Katherine Stewart, travel writer
Arkansas Department of Parks and Tourism
For most people, a map is just a map — a useful planning tool, something handy to keep in the car. But for some, it can take on a meaning far greater than the fretwork of highways and rivers tracing its surface. When Tanya Reddin of Conway looks at a map, she sees an index to her memories, a to-do list full of unchecked boxes, and a way forward into a bright future.
In late 2016, Tanya’s husband of nearly two decades, Greg, passed away after a yearlong battle with cancer. During their years together, the Reddins spent a lot of time looking at maps the way most people do, picking out where to stay in a cabin for an annual Arkansas birthday trip, which state to visit for an anniversary. They also looked at plenty of guidebooks, specifically for hiking trails — avid hikers both, the Reddins’ time spent on trails goes back to their dating years.
When they began to have children, it was only natural to get them on the trails as well. Hiking with their children (five of them in total, ranging in age now from 6 to 18) has been an inspiration to them both; Tanya created a Facebook group for other families to share stories and pictures of their hikes, and Greg submitted an essay about hiking with a large family to the book “Families on Foot,” by Jennifer Pharr Davis. His essay was published posthumously in early 2017.

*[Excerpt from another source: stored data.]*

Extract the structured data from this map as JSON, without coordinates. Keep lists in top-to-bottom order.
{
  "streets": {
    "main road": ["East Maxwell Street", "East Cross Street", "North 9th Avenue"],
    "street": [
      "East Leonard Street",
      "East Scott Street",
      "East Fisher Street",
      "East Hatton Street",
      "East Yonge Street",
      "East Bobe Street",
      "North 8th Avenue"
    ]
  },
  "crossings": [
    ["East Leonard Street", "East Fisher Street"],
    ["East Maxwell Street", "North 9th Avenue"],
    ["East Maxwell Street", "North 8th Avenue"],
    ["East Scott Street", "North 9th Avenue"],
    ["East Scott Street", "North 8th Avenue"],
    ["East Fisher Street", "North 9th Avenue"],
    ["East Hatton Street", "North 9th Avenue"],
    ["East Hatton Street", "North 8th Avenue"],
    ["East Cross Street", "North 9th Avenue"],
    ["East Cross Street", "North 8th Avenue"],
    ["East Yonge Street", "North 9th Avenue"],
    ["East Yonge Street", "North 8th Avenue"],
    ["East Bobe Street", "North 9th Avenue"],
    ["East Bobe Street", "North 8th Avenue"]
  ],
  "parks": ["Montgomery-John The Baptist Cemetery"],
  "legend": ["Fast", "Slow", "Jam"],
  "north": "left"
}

Some hikes she took with her kids, passing along memories she and Greg had created together and showing them how much fun they’d had. Some she took alone, when she could talk out loud to herself and “argue with God about how sad I am, and why he did this, and how bad I feel.” And there are trails she hasn’t done yet. “A lot of them were places we hiked together, so it’s forcing yourself to see something painful,” she says. “I’ve been avoiding some because I feel like my heart can’t handle it.”
By December of 2017, Tanya had completed 22 hikes (“Between April and August I don’t do a lot of hiking; it’s too hot,” she explains). She doesn’t consider this a failure, because the positive effects of simply being out for a walk were so immediate and powerful. “I find a lot of peace being out in the woods,” she says. “And there’s a sense of empowerment, as a woman. It’s not ‘poor little me.’ I’ve been given this responsibility to take care of my family. I have a lot of strength, and hiking has shown that progression.”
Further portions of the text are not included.